# Exercise directions
Without the images, print every line of the material below exactly as given.
:: Given records ::
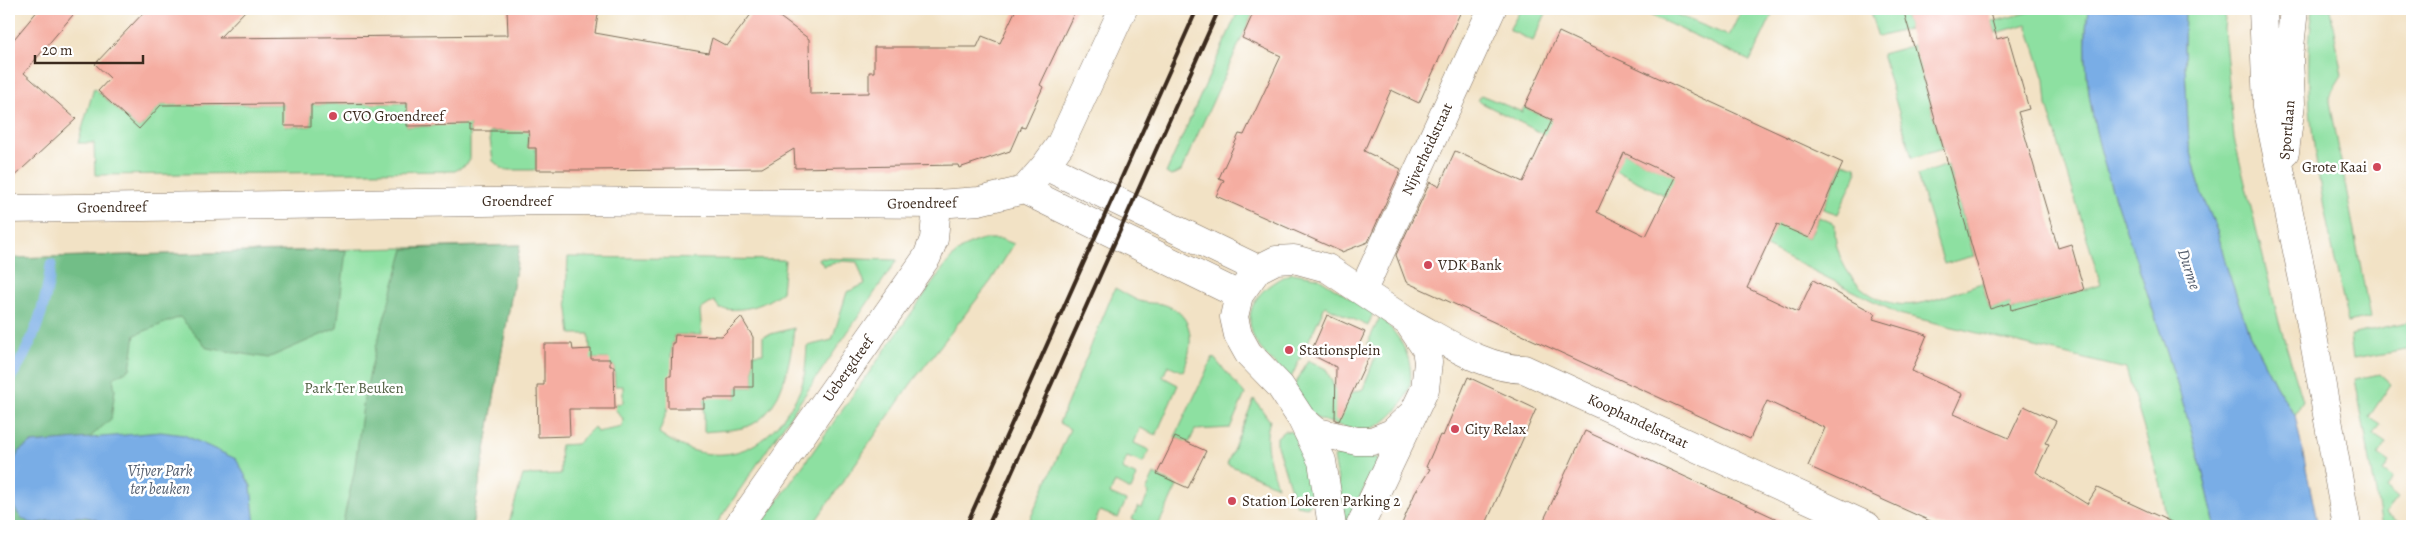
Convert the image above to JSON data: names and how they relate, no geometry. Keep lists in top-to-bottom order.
{
  "streets": {
    "street": [
      "Sportlaan",
      "Nijverheidstraat",
      "Groendreef",
      "Uebergdreef",
      "Koophandelstraat"
    ]
  },
  "crossings": [
    ["Groendreef", "Uebergdreef"]
  ],
  "water": ["Durme", "Vijver Park ter beuken"],
  "parks": ["Park Ter Beuken"],
  "places": [
    "CVO Groendreef",
    "Grote Kaai",
    "VDK Bank",
    "Stationsplein",
    "City Relax",
    "Station Lokeren Parking 2"
  ],
  "scale_bar": "20 m"
}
:::
# Answer below
Convert the image above to JSON data: names and how they relate, no geometry. Keep lists in top-to-bottom order.
{
  "streets": {
    "street": [
      "Sportlaan",
      "Nijverheidstraat",
      "Groendreef",
      "Uebergdreef",
      "Koophandelstraat"
    ]
  },
  "crossings": [
    ["Groendreef", "Uebergdreef"]
  ],
  "water": ["Durme", "Vijver Park ter beuken"],
  "parks": ["Park Ter Beuken"],
  "places": [
    "CVO Groendreef",
    "Grote Kaai",
    "VDK Bank",
    "Stationsplein",
    "City Relax",
    "Station Lokeren Parking 2"
  ],
  "scale_bar": "20 m"
}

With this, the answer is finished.